[Saved data entries]

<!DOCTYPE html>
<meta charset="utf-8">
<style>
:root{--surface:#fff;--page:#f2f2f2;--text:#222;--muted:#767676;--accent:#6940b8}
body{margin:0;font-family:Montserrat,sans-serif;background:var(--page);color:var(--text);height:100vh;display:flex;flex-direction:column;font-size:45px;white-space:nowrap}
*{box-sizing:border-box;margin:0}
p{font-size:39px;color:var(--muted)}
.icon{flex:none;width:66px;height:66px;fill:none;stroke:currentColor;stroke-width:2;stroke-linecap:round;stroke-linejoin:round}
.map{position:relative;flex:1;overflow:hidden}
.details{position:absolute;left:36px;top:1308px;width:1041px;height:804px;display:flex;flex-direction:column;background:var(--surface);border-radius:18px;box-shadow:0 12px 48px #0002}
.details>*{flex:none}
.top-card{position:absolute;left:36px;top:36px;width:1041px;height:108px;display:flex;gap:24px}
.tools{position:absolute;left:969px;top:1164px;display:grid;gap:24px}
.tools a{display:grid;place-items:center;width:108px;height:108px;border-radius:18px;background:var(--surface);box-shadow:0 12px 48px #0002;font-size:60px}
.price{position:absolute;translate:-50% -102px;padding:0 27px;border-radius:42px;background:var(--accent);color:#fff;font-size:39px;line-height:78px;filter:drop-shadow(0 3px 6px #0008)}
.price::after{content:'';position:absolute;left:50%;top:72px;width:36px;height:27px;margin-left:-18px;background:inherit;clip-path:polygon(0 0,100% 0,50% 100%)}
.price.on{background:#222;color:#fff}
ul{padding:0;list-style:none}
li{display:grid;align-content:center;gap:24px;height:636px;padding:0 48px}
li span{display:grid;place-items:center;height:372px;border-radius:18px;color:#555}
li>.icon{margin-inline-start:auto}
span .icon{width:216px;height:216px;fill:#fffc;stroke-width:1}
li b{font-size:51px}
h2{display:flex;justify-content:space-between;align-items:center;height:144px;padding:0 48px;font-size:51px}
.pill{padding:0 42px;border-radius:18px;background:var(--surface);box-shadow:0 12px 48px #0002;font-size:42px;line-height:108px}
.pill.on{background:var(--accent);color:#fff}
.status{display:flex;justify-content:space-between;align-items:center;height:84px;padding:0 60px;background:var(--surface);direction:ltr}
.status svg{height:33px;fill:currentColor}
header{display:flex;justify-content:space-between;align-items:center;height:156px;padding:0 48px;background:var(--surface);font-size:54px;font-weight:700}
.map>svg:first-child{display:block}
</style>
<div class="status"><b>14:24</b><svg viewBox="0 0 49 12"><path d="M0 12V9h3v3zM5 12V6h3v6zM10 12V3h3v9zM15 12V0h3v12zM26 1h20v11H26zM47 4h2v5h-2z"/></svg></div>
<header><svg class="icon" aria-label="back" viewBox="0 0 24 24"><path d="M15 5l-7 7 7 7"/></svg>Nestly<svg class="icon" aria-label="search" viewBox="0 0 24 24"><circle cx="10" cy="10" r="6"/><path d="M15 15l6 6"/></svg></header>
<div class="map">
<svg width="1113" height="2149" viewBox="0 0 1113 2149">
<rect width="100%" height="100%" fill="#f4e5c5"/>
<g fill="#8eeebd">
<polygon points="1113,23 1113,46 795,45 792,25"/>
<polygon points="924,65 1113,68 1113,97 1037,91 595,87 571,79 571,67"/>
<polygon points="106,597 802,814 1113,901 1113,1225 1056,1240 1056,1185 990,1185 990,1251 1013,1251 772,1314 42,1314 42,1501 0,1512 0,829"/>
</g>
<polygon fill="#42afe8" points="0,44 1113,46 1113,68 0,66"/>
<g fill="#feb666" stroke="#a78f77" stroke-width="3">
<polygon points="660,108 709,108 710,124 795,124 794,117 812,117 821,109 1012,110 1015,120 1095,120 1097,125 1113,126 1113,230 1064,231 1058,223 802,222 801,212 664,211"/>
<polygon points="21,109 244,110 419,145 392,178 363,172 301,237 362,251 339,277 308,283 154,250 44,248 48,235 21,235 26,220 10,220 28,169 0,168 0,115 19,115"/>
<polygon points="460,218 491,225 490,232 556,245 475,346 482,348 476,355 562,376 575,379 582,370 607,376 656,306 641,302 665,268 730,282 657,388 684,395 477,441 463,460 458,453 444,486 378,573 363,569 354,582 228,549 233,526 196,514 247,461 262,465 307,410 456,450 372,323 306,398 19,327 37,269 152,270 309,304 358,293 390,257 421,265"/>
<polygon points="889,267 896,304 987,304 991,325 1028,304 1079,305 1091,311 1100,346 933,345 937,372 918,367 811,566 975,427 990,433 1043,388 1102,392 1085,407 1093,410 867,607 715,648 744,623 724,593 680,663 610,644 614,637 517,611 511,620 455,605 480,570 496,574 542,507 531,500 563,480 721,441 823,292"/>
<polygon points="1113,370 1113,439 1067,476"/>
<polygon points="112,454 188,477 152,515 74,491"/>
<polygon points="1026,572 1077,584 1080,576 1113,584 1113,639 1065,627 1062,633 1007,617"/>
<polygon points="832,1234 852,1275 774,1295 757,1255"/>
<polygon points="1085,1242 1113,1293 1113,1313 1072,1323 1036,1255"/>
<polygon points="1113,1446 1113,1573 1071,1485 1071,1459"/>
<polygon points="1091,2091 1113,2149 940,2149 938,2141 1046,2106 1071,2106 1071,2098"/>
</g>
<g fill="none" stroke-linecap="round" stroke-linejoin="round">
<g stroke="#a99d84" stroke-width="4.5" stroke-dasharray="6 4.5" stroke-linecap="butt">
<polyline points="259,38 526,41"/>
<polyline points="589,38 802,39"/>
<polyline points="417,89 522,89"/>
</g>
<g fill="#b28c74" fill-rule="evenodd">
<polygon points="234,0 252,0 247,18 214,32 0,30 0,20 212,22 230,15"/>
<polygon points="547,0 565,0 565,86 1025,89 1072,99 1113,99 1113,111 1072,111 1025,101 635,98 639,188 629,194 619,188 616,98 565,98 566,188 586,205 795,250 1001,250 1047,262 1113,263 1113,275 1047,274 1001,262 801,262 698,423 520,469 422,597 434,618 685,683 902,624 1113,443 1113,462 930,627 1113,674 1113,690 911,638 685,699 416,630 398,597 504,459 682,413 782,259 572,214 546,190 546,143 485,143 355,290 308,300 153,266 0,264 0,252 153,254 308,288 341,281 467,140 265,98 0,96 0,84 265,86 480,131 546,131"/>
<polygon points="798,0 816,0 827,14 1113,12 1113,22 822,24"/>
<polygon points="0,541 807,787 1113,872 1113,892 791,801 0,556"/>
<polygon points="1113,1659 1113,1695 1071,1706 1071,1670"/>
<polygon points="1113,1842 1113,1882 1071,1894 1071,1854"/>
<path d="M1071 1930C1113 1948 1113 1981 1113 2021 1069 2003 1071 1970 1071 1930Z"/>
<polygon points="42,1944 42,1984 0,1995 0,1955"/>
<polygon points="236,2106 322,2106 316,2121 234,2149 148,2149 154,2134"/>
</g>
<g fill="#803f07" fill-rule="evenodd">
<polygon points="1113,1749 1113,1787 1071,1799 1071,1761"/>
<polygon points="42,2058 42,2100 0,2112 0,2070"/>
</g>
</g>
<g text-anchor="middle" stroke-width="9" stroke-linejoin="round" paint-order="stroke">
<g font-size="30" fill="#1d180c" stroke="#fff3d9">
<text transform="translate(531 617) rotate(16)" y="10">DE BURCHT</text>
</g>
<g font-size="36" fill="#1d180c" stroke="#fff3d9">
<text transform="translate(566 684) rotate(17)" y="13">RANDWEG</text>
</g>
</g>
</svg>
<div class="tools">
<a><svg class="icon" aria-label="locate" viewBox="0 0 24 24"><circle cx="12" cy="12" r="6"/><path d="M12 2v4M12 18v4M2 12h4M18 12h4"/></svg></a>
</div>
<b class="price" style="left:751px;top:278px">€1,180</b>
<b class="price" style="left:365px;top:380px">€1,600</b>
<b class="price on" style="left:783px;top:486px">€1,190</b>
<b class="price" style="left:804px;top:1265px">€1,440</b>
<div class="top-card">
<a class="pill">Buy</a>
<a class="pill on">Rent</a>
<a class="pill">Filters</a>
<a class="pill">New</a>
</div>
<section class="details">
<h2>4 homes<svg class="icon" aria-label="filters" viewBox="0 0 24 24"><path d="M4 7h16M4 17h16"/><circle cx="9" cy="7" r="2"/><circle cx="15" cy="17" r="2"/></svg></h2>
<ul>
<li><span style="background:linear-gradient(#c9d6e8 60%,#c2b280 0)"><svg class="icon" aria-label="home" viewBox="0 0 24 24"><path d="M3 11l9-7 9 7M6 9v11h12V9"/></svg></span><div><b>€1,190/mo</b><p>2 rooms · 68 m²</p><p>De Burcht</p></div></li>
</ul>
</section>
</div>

◆ What to work on ◆
Every line holding the string "position" should be copied here, so please find those lines in the data.

◆ Response to the task ◆
.map{position:relative;flex:1;overflow:hidden}
.details{position:absolute;left:36px;top:1308px;width:1041px;height:804px;display:flex;flex-direction:column;background:var(--surface);border-radius:18px;box-shadow:0 12px 48px #0002}
.top-card{position:absolute;left:36px;top:36px;width:1041px;height:108px;display:flex;gap:24px}
.tools{position:absolute;left:969px;top:1164px;display:grid;gap:24px}
.price{position:absolute;translate:-50% -102px;padding:0 27px;border-radius:42px;background:var(--accent);color:#fff;font-size:39px;line-height:78px;filter:drop-shadow(0 3px 6px #0008)}
.price::after{content:'';position:absolute;left:50%;top:72px;width:36px;height:27px;margin-left:-18px;background:inherit;clip-path:polygon(0 0,100% 0,50% 100%)}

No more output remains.